Черчилль начал рассказ с описания боя отряда вице-адмирала Аткинсон-Уэллса из броненосцев «Британия», «Доминион», «Коммонуэлс», «Хиндустан», «Гиберния» и крейсеров «Топаз», «Дифенс» и «Бленхейм». Отряд, якобы «предназначенный для обстрела берегов у Кильского канала», на смаом деле должен был выманить часть Хохзеефлотте под удар основных сил Гранд Флита. Но все пошло совсем не так, как планировалось. Идущие дозором крейсера столкнулись с подводной лодкой неприятеля. Обнаруженная по дыму выхлопов двигателя Кертинга, субмарина не успела погрузиться и была потоплена таранным ударом крейсера «Бленхейм».

Однако из-за подводной угрозы отряд взял курс севернее и в результате неожиданно наткнулся на разыскивающий их дозор из трех германских броненосных крейсеров. Короткая, но интенсивная стычка показала преимущество противника в артиллерии и крейсера начали отходить к колонне броненосцев. Отход затруднялся тем, что немецкий броненосный крейсер опознанный как «Блюхер», развивал большую скорость, чем любой из английских кораблей. В результате был потерян легкий крейсер «Топаз», неспособный развить скорость больше двадцати узлов. Его расстреляли два четырехтрубных броненосных крейсера типа «Йорк», вооруженные восьмидюймовыми орудиями (на самом деле это был один «Роон», «Йорк» преследовал «Бленхейм»). В это же время «Блюхер», оказавшийся вооруженным более крупнокалиберными орудиями, чем ожидалось по донесениям разведки, нанес сильные повреждения крейсеру «Дифенс». Скорость которого упала до двенадцати узлов, половина башен главного калибра не стреляла и только открытие огня броненосцами спасло корабль от полного уничтожения…

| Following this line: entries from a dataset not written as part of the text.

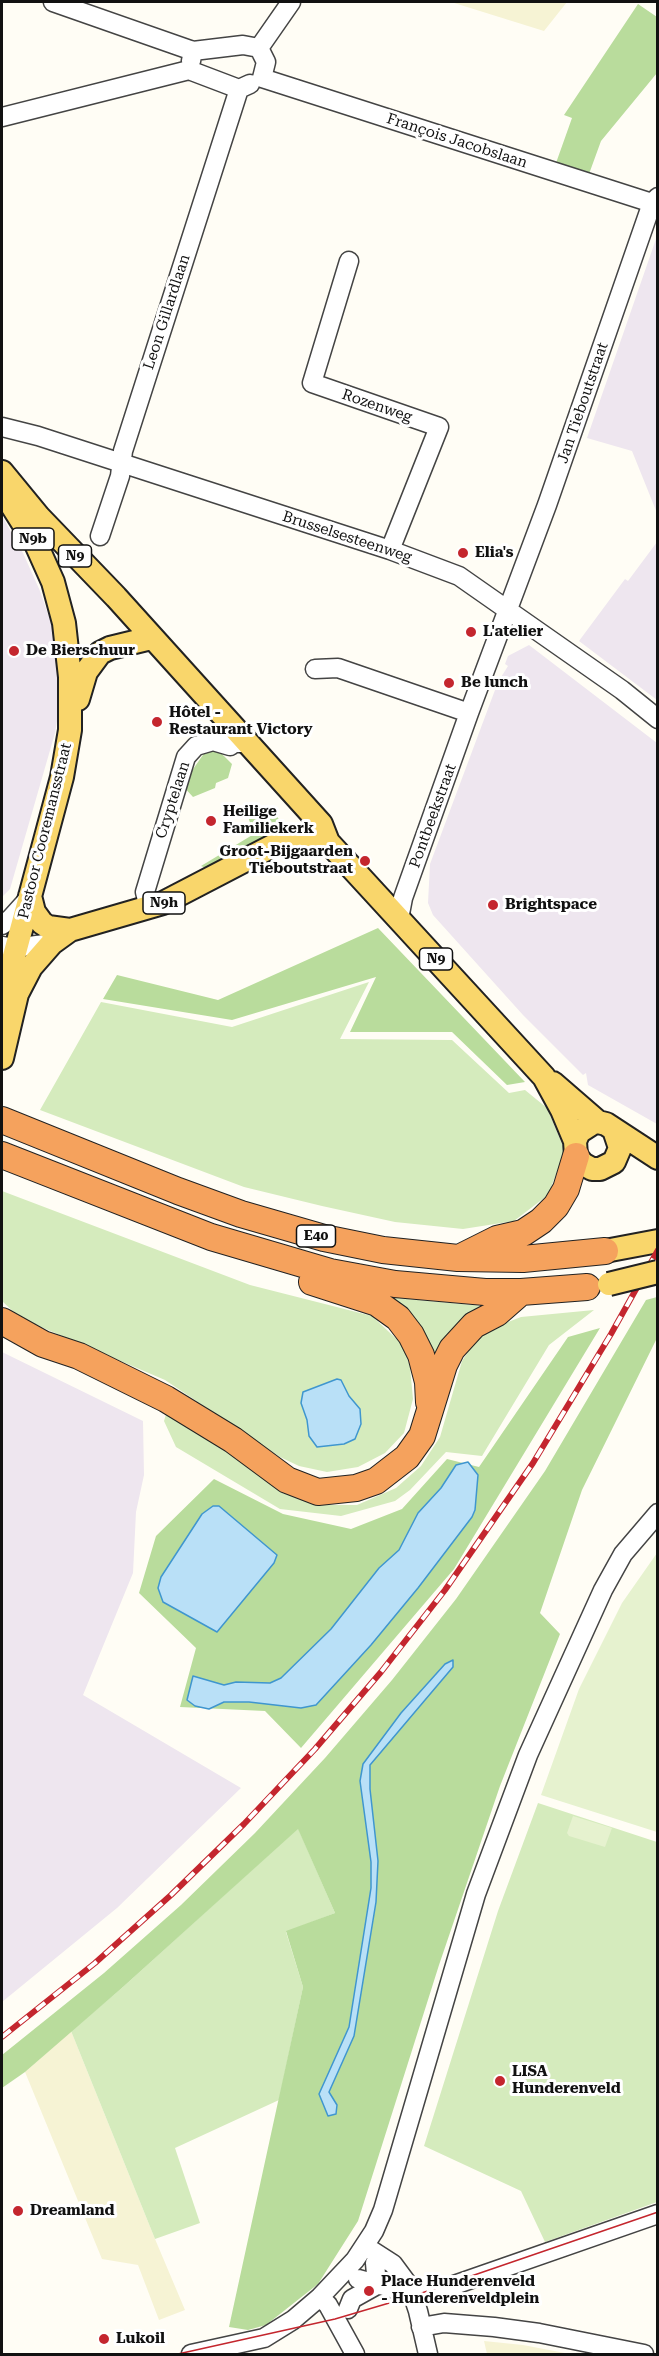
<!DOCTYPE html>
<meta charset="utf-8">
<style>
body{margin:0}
#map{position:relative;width:659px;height:2356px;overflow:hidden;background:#fffdf5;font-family:"Roboto Serif",serif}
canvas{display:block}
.frame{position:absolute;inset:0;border:3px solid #111;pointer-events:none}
</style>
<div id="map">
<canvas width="659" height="2356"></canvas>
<div class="frame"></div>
</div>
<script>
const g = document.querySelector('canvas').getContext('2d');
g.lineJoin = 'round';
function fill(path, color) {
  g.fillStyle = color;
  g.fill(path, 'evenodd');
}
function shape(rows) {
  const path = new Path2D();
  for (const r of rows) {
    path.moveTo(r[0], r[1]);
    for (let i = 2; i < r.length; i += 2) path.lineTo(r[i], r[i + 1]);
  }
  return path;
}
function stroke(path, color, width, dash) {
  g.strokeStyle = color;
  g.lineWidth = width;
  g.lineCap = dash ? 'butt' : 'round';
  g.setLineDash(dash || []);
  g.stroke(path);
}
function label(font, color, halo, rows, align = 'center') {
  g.font = font + ' "Roboto Serif",serif';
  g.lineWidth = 6;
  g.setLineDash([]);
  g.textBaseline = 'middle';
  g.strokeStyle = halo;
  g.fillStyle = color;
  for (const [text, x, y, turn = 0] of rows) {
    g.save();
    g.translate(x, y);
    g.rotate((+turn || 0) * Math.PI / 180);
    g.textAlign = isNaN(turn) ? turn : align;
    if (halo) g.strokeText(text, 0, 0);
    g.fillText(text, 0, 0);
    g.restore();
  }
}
fill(shape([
 [657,236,658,513,657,513,632,451,587,438],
 [2,516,23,553,40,591,66,666,55,733,10,889,2,897],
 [657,542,657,700,579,641,625,579,628,581],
 [529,645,657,743,657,1124,588,1085,586,1073,583,1075,523,1015,433,915,428,903,430,864,498,682,508,666,505,664,508,656],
 [2,1352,143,1421,144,1475,136,1512,133,1573,83,1695,241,1788,117,1908,2,2002]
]), '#eee6ef');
fill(shape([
 [451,2,567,2,544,31],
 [71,2031,155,2239,185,2310,159,2320,138,2265,102,2259,25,2072],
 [484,2341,523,2345,570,2354,487,2354]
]), '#f6f3d4');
fill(shape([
 [369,982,340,1039,452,1040,509,1093,525,1090,547,1108,565,1151,548,1195,514,1221,463,1229,395,1222,322,1206,244,1187,40,1110,101,1002,232,1027],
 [2,1191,250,1285,372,1316,404,1346,410,1367,413,1399,404,1433,385,1453,358,1467,327,1472,299,1466,280,1457,165,1380,20,1318,2,1301],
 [387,1297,494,1307,436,1373],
 [594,1310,549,1345,482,1456,446,1452,410,1490,395,1501,341,1516,280,1509,176,1447,164,1421,167,1411,243,1460,282,1493,323,1505,357,1505,396,1488,421,1466,440,1437,462,1361,474,1343,490,1329,521,1317],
 [538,1803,657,1842,657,2202,545,2242,521,2191,424,2146,498,1911],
 [298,1828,335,1913,286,1932,303,1987,279,2100,175,2148,200,2223,155,2239,71,2031,123,1987]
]), '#d5ebbd');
fill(shape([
 [638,4,657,17,657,73,601,141,589,174,556,163,572,118,564,115],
 [205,752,220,752,232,764,228,778,216,783,215,788,193,797,182,785],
 [272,809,282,824,275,831,208,869,201,866,254,834,246,811],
 [378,928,525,1082,507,1085,452,1032,350,1032,376,977,232,1020,103,999,117,975,218,1000],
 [657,1297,657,1338,582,1490,540,1613,560,1634,500,1786,439,1965,358,2221,318,2284,266,2325,248,2330,229,2327,303,1987,286,1931,335,1913,298,1829,123,1987,25,2072,2,2088,2,2055,104,1973,181,1905,255,1833,325,1758,392,1680,456,1599,545,1471,646,1300],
 [600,1328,454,1569,301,1748,265,1711,180,1707,196,1648,139,1593,156,1536,214,1479,283,1514,351,1529,402,1509,447,1459,479,1467,568,1337]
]), '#b9dc9c');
fill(shape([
 [657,1553,657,1832,541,1795,579,1689,622,1603],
 [573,1816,612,1828,605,1847,569,1836,567,1833]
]), '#e6f2cf');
const water = shape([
 [337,1379,341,1380,349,1396,360,1409,361,1424,355,1439,344,1444,317,1447,309,1436,307,1420,301,1403,303,1392,337,1379],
 [468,1462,478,1475,475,1510,472,1517,418,1588,371,1645,316,1705,301,1708,249,1702,224,1702,209,1709,195,1706,187,1700,193,1676,224,1685,236,1682,270,1683,281,1678,331,1629,379,1568,399,1550,418,1513,441,1488,456,1465,468,1462],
 [213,1506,219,1506,277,1555,274,1563,217,1632,163,1602,158,1588,161,1577,202,1514,213,1506],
 [453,1660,453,1667,370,1765,370,1789,378,1861,376,1902,354,2036,329,2092,337,2105,336,2114,328,2116,319,2094,349,2027,371,1888,371,1862,360,1781,363,1764,401,1713,445,1664,453,1660]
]);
fill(water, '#b9e0f7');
stroke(water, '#3f96cf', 1.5);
const minor = shape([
 [53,2,193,51],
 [259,48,291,2],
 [191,61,193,51,243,45,259,48,266,62,262,78],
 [262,78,652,203],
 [2,117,189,70,239,89,250,84],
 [349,261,312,383,439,427,390,550],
 [2,427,38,436,390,550,459,576,622,690,658,719],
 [100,536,120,476,123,451,239,89],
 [315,669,338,668,469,713],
 [149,908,145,892,186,757,196,746,213,741,230,746,234,743,246,743],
 [399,919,403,898,469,713,547,505,652,203,658,197],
 [2,925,10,919,29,898],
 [2,946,14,948,52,943],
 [365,2246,393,2264,410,2287,418,2311,428,2354],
 [358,2279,403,2291,401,2294],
 [320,2297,328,2305,355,2354],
 [414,2299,658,2214],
 [348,2309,352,2299,377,2285,375,2263],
 [421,2327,444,2323,494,2327,539,2333,644,2354],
 [191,2354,264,2338,293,2320,320,2297,355,2260,374,2231,383,2210,476,1894,528,1755,603,1590,623,1554,658,1513]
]);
const major = shape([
 [2,472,39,517,116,597,321,824,328,842,544,1077,562,1110,575,1141],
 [78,699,86,672,100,653,110,648,151,638],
 [30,896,34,912,42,923,48,927,70,930],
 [2,1001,62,777,70,730,70,677,64,623,53,582,36,544,6,496],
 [2,1058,17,994,31,967,52,943,70,930,163,903,286,839,307,837,319,838,328,842],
 [553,1083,598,1122],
 [614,1130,620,1148,614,1162,600,1169,592,1169,583,1164,576,1156,575,1141,579,1132,593,1123,598,1122,606,1124,658,1158],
 [605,1251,658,1241]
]);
const highway = shape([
 [2,1120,178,1191,241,1214,324,1238,383,1250,458,1258,523,1259,605,1251],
 [2,1155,211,1237,330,1272,395,1284,485,1292,521,1292,587,1287],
 [461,1257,497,1239,523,1233,541,1221,556,1206,566,1189,576,1156],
 [312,1282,377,1303,398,1318,411,1335,421,1355,428,1382,429,1402],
 [2,1321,43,1344,79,1356,166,1399,233,1440,287,1480,318,1492,356,1488,376,1481,407,1457,422,1436,444,1365,452,1349,474,1325,497,1313,521,1292]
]);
stroke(minor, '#444', 21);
stroke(major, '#222', 26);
stroke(highway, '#222', 28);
stroke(minor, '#fff', 18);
stroke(major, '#f9d66b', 22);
stroke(highway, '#f5a25d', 26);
stroke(shape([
 [178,2354,335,2319,413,2296,658,2212]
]), '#c4262e', 1.5);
const rail = shape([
 [2,2037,95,1963,171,1895,244,1824,315,1749,381,1672,445,1590,533,1463,611,1334,658,1250]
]);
stroke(rail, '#c4262e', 6);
stroke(rail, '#fff', 4, [11]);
const majorBridge = shape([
 [609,1284,658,1272]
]);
stroke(majorBridge, '#222', 26, []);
stroke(majorBridge, '#f9d66b', 22);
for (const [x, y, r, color] of [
 [463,553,6,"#c4262e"],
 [471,632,6,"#c4262e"],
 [14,651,6,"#c4262e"],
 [449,683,6,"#c4262e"],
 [157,722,6,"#c4262e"],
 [211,821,6,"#c4262e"],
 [365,861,6,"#c4262e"],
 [493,905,6,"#c4262e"],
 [500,2081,6,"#c4262e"],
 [18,2211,6,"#c4262e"],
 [369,2291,6,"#c4262e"],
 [104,2339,6,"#c4262e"]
]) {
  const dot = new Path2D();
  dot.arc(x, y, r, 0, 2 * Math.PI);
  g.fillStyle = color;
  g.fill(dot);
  stroke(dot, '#fff', 2);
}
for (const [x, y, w] of [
 [33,539,42],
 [75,556,33],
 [164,903,42],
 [436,959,33],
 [316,1236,39]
]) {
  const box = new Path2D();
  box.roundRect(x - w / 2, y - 11, w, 22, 4.5);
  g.fillStyle = '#fff';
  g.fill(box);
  stroke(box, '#111', 1.5);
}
label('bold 14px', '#111', null, [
 ["N9b",33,539],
 ["N9",75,556],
 ["N9h",164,903],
 ["N9",436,959],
 ["E40",316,1236]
]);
label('15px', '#111', '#fff', [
 ["François Jacobslaan",457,141,18],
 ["Leon Gillardlaan",167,312,-72],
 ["Jan Tieboutstraat",583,403,-71],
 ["Rozenweg",377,406,19],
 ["Brusselsesteenweg",347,537,18],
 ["Cryptelaan",173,800,-72],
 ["Pontbeekstraat",433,816,-70],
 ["Pastoor Cooremansstraat",45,831,-76]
]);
label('bold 15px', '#111', '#fff', [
 ["Elia's",475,553],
 ["L'atelier",483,632],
 ["De Bierschuur",26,651],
 ["Be lunch",461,683],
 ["Hôtel -",169,713],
 ["Restaurant Victory",169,730],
 ["Heilige",223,812],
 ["Familiekerk",223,829],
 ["Groot-Bijgaarden",353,852,"right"],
 ["Tieboutstraat",353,869,"right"],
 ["Brightspace",505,905],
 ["LISA",512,2072],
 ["Hunderenveld",512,2089],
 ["Dreamland",30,2211],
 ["Place Hunderenveld",381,2282],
 ["- Hunderenveldplein",381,2299],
 ["Lukoil",116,2339]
], 'left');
</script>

Надо отметить, что Черчилль увлекся, стараясь донести факты до Его Величества. Рассказывал он настолько образно, что перед слушателями, словно в новомодном синематографе, предстали низкие, массивные корабли, бороздящие морские просторы и выбрасывающие друг в друга массы металла и взрывчатки…

Появление броненосцев противника заставило германские крейсера прекратить погоню. Но лишь до появления своих броненосцев, которые вышли к месту боя с юга. Десяток тяжелых немецких кораблей, окрашенных в серо-стальной «шаровый» цвет, почти незаметных на фоне моря, вышла на колонну англичан с юга. Пятерка Брауншвейгов, с двадцативосьмисантиметровками главного калибра, флагманский «Дойчланд», с таким же вооружением, и четверка «Виттельсбахов» с двадцатичетырехсантиметровыми орудиями.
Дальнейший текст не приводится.